- _TASK ITEM_: Give the entries again, word for word.
*** MATERIAL TO PROCESS Section Begins ***
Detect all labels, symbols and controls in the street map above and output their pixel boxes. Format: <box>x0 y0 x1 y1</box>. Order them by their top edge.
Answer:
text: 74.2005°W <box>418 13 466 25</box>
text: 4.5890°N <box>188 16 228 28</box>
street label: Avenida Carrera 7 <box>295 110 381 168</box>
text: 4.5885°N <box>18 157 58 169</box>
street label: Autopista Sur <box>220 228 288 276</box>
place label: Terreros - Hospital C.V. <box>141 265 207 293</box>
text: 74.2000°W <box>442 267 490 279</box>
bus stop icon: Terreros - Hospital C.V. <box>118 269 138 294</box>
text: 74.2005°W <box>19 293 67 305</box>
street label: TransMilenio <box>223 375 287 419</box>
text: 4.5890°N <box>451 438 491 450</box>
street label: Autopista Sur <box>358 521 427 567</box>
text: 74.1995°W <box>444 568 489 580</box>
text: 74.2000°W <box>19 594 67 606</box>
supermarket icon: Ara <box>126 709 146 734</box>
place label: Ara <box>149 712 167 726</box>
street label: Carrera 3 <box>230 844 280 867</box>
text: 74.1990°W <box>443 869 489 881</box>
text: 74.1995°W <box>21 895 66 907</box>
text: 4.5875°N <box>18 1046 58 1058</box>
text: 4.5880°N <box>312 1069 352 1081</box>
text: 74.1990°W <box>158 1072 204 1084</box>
*** MATERIAL TO PROCESS Section Ends ***
- _SOLUTION TO THIS TASK_:
Detect all labels, symbols and controls in the street map above and output their pixel boxes. Format: <box>x0 y0 x1 y1</box>. Order them by their top edge.
Answer:
text: 74.2005°W <box>418 13 466 25</box>
text: 4.5890°N <box>188 16 228 28</box>
street label: Avenida Carrera 7 <box>295 110 381 168</box>
text: 4.5885°N <box>18 157 58 169</box>
street label: Autopista Sur <box>220 228 288 276</box>
place label: Terreros - Hospital C.V. <box>141 265 207 293</box>
text: 74.2000°W <box>442 267 490 279</box>
bus stop icon: Terreros - Hospital C.V. <box>118 269 138 294</box>
text: 74.2005°W <box>19 293 67 305</box>
street label: TransMilenio <box>223 375 287 419</box>
text: 4.5890°N <box>451 438 491 450</box>
street label: Autopista Sur <box>358 521 427 567</box>
text: 74.1995°W <box>444 568 489 580</box>
text: 74.2000°W <box>19 594 67 606</box>
supermarket icon: Ara <box>126 709 146 734</box>
place label: Ara <box>149 712 167 726</box>
street label: Carrera 3 <box>230 844 280 867</box>
text: 74.1990°W <box>443 869 489 881</box>
text: 74.1995°W <box>21 895 66 907</box>
text: 4.5875°N <box>18 1046 58 1058</box>
text: 4.5880°N <box>312 1069 352 1081</box>
text: 74.1990°W <box>158 1072 204 1084</box>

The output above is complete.